[Stored data entries]
== Segment start ==
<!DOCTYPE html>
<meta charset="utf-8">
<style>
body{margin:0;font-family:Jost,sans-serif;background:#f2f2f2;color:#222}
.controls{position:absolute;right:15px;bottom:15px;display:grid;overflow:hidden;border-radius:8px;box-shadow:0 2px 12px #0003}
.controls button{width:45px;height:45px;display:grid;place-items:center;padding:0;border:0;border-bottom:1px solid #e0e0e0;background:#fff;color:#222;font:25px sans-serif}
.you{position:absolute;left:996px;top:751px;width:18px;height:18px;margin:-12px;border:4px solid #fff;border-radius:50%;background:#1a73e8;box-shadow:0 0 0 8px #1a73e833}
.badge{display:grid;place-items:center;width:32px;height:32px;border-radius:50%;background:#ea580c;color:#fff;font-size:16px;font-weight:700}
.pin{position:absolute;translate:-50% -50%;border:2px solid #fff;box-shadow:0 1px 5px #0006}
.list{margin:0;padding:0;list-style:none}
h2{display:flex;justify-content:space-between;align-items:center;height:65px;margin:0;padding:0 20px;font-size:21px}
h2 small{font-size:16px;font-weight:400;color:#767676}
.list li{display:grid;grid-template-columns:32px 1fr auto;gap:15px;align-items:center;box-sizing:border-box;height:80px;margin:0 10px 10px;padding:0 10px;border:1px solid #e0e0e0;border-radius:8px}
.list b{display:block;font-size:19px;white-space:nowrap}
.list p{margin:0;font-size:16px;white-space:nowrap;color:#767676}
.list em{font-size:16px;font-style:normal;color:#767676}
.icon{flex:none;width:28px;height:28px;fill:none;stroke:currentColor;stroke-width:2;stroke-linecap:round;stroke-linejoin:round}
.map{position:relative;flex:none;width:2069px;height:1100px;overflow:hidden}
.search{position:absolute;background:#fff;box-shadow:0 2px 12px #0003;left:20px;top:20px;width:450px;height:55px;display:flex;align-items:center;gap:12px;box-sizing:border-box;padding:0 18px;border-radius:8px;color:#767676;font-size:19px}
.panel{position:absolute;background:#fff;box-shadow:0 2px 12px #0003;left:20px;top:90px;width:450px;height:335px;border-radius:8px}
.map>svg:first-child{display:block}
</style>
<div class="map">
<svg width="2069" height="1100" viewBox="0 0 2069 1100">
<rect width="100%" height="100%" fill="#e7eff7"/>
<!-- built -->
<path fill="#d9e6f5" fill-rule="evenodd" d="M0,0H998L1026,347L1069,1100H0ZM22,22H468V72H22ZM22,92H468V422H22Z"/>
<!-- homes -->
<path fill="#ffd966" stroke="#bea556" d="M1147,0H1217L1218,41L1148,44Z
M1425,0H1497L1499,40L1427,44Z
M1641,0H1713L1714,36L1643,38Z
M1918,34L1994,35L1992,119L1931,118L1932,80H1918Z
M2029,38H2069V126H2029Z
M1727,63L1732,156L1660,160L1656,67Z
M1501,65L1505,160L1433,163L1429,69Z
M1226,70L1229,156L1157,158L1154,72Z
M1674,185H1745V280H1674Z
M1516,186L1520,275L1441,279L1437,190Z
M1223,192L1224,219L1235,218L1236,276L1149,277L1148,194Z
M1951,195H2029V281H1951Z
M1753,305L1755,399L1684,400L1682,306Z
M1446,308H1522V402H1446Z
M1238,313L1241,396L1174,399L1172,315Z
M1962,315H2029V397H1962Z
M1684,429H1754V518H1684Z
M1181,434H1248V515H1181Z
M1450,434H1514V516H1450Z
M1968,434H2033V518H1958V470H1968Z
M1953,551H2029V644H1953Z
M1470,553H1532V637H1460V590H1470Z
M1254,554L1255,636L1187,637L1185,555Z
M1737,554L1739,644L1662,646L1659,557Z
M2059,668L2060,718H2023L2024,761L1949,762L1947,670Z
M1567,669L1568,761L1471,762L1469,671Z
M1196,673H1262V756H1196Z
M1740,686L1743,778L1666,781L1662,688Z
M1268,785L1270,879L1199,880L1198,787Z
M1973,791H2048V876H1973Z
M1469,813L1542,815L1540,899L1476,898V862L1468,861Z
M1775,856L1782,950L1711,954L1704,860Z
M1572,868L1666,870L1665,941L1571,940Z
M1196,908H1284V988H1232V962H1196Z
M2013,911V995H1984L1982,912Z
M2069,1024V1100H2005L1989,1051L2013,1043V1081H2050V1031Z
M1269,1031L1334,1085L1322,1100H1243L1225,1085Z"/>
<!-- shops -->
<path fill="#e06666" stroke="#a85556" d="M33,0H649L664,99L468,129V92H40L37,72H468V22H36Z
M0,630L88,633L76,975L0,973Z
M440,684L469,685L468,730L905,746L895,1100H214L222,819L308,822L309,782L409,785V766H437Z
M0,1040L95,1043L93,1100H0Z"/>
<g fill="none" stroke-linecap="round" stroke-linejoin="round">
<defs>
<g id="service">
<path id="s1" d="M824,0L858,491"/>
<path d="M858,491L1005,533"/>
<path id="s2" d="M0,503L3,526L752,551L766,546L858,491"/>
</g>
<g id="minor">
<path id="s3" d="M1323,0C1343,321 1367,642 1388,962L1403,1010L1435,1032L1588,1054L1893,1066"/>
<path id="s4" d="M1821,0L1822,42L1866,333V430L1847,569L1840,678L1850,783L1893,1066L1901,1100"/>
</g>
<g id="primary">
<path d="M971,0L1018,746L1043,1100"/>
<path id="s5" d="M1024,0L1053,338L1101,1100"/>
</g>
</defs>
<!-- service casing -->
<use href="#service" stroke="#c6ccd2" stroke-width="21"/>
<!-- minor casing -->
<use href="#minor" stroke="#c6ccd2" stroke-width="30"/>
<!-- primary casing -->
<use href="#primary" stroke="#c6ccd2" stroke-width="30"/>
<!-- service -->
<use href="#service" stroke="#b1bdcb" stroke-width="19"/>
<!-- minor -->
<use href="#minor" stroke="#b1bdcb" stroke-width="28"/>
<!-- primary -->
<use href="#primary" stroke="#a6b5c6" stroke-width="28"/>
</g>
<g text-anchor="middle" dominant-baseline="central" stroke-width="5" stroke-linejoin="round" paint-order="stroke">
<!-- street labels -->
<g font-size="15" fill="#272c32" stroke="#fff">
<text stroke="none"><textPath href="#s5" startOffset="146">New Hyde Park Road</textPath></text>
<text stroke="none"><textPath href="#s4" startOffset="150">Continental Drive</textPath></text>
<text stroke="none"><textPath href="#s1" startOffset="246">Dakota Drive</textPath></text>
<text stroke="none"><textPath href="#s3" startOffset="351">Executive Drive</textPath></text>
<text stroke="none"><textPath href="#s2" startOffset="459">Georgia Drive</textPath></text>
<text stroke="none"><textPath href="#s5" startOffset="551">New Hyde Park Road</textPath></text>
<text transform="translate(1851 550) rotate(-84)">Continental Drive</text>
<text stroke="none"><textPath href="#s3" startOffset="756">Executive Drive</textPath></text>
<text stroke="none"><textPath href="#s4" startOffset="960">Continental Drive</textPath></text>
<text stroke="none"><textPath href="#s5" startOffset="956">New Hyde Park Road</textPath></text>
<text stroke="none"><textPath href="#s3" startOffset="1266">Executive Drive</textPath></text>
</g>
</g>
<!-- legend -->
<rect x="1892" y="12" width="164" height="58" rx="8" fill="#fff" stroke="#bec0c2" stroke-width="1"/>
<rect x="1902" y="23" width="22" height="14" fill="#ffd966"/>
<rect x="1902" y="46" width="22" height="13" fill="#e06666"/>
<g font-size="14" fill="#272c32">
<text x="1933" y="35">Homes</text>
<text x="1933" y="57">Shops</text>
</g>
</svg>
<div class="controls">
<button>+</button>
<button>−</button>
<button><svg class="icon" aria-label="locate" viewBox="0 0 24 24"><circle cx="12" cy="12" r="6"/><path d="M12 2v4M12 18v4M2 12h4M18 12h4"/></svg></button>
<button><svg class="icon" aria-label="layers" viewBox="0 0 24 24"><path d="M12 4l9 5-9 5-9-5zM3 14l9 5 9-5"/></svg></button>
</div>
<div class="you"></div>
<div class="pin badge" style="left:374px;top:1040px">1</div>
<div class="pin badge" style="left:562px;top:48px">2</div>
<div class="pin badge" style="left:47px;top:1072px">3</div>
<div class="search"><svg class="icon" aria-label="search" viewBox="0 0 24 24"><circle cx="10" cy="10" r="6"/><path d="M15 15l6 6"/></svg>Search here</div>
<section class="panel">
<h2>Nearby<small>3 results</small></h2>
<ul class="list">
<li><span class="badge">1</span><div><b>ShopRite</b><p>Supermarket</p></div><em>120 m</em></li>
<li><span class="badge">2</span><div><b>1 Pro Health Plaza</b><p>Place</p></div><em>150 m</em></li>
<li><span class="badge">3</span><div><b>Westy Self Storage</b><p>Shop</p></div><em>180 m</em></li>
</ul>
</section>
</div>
== Segment end ==
* ACTION ITEM
Find every line in the records above that holds the word "solid", and copy each one.

* OUTPUT
.controls button{width:45px;height:45px;display:grid;place-items:center;padding:0;border:0;border-bottom:1px solid #e0e0e0;background:#fff;color:#222;font:25px sans-serif}
.you{position:absolute;left:996px;top:751px;width:18px;height:18px;margin:-12px;border:4px solid #fff;border-radius:50%;background:#1a73e8;box-shadow:0 0 0 8px #1a73e833}
.pin{position:absolute;translate:-50% -50%;border:2px solid #fff;box-shadow:0 1px 5px #0006}
.list li{display:grid;grid-template-columns:32px 1fr auto;gap:15px;align-items:center;box-sizing:border-box;height:80px;margin:0 10px 10px;padding:0 10px;border:1px solid #e0e0e0;border-radius:8px}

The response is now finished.